- [Task description]:
The exercise asks you to copy every line below in which "strokeStyle" appears.

Stored dataset items
•••
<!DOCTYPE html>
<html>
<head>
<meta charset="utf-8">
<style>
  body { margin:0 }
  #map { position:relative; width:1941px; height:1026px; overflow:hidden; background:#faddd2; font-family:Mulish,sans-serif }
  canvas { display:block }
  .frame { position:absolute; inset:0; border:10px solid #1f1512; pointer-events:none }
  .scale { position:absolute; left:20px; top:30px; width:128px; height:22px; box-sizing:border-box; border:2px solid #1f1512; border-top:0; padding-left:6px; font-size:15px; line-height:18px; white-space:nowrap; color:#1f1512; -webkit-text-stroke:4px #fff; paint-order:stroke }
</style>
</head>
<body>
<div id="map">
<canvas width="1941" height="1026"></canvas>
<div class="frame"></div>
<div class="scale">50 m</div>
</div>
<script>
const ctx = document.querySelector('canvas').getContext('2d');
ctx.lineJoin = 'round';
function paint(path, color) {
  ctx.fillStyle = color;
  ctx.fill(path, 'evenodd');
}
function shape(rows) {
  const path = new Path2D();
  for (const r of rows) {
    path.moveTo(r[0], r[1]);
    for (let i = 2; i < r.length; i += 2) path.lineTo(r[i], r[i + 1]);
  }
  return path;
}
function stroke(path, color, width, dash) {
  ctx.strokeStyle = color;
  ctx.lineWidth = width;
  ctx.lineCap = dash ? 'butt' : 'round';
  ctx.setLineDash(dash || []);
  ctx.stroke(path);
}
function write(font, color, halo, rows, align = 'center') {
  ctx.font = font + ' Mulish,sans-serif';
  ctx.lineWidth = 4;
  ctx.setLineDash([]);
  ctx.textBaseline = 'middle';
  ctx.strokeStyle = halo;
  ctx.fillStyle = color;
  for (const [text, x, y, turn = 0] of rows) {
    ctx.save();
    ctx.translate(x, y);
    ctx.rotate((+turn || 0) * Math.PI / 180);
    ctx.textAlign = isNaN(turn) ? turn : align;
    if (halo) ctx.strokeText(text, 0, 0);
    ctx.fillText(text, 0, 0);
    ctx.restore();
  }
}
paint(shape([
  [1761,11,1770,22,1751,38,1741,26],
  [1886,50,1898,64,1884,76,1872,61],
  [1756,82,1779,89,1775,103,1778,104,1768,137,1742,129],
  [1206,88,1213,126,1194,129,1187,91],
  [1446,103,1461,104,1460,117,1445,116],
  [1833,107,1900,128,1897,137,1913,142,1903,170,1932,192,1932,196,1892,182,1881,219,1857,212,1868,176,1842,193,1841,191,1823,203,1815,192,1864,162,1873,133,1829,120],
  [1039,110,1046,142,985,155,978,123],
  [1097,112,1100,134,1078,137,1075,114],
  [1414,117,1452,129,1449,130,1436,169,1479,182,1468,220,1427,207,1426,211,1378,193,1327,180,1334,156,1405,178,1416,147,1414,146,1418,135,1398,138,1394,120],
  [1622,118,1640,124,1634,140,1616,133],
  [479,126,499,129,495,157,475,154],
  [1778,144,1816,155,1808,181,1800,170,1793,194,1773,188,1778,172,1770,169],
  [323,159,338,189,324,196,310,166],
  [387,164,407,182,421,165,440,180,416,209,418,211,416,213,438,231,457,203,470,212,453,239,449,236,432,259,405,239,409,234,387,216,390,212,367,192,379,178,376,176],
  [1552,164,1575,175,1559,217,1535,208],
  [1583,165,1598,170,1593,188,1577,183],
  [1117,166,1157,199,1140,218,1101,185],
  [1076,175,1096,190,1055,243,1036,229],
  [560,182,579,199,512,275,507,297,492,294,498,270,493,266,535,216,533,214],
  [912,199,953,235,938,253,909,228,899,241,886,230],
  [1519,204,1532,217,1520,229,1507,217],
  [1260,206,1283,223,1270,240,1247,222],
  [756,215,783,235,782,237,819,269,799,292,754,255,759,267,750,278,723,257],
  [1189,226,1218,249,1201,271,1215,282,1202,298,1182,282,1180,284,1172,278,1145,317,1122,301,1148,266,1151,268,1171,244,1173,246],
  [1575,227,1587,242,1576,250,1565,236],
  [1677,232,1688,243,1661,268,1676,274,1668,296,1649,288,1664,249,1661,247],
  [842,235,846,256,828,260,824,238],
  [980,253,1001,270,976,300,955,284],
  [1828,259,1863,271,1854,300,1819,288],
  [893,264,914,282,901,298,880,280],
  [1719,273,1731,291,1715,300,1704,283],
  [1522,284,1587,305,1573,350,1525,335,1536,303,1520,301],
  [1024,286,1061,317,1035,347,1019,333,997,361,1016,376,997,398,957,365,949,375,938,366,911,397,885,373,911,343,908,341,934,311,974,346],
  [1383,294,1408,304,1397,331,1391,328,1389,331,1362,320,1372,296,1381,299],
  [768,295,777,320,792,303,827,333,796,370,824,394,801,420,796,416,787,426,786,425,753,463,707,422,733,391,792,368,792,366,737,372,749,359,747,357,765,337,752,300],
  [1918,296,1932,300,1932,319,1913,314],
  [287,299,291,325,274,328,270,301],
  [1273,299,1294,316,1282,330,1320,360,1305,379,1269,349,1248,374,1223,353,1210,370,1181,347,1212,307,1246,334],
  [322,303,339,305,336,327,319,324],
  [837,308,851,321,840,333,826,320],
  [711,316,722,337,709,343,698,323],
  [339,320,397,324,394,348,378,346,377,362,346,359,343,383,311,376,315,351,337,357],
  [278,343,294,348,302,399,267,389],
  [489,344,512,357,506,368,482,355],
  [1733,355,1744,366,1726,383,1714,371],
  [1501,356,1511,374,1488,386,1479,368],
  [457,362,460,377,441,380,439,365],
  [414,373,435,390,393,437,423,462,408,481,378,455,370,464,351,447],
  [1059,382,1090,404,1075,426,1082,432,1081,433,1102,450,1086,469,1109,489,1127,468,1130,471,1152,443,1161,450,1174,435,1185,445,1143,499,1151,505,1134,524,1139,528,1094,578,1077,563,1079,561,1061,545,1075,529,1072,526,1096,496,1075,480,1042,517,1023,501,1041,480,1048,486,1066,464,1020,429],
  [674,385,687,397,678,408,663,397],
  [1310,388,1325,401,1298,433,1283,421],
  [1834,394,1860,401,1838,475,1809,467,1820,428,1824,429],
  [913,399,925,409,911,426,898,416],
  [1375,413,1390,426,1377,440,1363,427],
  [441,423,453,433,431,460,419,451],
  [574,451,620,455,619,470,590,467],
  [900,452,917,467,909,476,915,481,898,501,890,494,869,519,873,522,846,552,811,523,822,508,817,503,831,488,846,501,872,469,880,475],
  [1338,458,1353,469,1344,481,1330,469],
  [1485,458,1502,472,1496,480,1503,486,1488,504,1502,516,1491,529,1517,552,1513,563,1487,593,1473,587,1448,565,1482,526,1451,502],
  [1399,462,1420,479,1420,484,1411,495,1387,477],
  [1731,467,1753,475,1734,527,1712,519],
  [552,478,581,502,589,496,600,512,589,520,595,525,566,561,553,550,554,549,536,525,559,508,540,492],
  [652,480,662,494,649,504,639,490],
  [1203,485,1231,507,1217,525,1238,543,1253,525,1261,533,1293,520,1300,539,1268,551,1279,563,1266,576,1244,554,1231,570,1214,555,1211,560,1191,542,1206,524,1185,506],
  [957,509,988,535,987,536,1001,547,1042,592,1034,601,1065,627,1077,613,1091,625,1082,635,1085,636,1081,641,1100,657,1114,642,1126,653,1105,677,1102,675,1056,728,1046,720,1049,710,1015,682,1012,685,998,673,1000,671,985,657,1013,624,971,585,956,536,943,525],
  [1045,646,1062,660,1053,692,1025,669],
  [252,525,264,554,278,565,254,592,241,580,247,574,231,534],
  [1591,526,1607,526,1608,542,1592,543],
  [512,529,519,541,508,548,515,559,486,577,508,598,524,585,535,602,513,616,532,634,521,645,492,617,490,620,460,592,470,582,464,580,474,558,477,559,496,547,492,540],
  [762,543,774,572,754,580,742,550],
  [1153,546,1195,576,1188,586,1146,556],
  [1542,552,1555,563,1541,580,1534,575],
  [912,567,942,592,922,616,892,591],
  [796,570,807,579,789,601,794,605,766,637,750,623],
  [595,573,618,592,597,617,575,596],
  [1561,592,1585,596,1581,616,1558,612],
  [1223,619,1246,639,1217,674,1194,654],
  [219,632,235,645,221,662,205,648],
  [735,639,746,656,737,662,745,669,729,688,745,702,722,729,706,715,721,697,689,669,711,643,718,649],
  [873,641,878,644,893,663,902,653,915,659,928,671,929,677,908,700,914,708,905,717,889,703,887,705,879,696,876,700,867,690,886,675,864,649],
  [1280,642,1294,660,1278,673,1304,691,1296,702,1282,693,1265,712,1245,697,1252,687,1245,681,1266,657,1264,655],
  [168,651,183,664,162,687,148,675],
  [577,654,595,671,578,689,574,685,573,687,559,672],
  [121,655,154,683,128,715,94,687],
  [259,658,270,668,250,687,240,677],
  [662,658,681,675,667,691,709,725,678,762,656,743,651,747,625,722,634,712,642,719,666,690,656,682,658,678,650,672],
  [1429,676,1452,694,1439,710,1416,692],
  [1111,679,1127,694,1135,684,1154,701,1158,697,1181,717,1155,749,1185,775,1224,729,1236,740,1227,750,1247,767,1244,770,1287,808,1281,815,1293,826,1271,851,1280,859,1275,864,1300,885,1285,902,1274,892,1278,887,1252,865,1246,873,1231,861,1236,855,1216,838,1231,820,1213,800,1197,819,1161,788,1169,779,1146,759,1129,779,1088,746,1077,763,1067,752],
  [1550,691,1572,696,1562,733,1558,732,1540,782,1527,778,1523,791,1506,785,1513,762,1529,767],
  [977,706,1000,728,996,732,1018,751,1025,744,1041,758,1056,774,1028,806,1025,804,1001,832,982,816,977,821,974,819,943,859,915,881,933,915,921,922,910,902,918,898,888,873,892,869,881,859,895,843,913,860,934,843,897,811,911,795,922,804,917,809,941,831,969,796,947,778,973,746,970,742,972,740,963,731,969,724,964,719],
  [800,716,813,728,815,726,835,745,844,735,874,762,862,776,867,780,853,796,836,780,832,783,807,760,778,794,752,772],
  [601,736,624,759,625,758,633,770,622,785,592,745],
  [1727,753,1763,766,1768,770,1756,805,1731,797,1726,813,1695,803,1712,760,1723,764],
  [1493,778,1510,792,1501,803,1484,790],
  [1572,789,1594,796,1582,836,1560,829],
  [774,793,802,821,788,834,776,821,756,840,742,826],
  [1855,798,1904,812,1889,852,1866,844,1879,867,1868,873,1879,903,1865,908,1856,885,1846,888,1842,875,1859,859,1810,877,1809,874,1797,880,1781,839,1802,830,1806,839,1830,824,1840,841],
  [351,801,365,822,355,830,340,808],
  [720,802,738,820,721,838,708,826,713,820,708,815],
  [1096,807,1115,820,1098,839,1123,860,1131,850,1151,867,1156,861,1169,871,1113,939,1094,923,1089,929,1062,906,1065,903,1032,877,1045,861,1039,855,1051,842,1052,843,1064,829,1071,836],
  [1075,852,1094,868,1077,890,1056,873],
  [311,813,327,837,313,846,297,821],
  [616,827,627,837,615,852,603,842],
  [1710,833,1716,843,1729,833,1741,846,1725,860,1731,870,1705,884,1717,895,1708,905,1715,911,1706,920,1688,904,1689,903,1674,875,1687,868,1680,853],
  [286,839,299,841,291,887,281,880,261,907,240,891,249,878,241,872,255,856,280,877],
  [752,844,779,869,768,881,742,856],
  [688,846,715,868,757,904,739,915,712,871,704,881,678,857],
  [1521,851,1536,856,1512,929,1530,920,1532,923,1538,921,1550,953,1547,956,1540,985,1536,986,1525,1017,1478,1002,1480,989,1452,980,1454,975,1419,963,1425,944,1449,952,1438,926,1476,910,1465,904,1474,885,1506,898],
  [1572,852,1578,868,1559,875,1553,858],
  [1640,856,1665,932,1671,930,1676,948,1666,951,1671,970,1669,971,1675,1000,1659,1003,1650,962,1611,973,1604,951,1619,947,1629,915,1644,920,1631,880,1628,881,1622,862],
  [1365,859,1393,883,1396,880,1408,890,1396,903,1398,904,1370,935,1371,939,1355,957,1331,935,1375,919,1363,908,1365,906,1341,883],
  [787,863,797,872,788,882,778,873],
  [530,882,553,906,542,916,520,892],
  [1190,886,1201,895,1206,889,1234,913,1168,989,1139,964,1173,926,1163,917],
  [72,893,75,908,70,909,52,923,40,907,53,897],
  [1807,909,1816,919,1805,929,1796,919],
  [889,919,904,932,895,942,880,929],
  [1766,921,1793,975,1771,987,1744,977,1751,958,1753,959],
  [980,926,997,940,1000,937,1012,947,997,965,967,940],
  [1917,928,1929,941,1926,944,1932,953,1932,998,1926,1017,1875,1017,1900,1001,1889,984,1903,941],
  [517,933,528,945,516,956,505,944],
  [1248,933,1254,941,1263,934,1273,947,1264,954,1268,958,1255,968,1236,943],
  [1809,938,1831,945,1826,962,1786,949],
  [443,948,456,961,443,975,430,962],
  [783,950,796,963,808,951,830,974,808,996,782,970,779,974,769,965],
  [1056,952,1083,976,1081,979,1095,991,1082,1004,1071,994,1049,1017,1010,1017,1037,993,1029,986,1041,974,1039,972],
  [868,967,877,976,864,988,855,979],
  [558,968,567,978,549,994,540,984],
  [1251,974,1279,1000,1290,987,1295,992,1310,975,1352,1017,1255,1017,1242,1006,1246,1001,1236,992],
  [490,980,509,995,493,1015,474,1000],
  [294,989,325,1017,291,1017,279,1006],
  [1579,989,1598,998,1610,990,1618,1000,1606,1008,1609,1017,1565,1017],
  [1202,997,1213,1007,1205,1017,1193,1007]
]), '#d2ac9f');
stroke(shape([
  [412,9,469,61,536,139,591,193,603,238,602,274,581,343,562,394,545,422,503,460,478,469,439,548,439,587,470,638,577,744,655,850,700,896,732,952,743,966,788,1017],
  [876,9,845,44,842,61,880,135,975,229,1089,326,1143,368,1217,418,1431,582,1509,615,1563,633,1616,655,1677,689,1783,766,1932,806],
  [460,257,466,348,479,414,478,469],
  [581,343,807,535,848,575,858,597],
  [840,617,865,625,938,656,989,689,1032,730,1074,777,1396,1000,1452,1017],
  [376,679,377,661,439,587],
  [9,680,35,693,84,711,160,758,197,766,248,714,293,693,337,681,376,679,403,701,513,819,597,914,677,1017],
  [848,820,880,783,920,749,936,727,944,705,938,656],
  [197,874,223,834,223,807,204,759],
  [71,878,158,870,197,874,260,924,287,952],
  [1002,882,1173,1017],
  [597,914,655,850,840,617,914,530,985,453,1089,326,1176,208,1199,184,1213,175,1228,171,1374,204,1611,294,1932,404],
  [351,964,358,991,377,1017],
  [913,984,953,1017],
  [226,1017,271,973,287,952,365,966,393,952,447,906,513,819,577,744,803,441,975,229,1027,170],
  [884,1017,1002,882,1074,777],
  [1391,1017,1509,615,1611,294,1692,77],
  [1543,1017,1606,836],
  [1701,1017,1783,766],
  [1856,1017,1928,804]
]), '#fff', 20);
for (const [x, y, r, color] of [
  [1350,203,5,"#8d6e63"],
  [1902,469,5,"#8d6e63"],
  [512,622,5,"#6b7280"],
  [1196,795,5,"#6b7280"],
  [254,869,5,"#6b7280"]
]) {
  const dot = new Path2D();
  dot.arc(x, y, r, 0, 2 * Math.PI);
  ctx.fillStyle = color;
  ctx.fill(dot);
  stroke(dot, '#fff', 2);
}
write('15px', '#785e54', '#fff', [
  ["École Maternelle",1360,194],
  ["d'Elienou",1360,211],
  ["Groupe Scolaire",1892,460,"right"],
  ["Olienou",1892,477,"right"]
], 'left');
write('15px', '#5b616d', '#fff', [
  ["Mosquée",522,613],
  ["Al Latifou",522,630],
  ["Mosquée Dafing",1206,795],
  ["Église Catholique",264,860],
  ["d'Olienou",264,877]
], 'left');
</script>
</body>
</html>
•••
- [Response]:
  ctx.strokeStyle = color;
  ctx.strokeStyle = halo;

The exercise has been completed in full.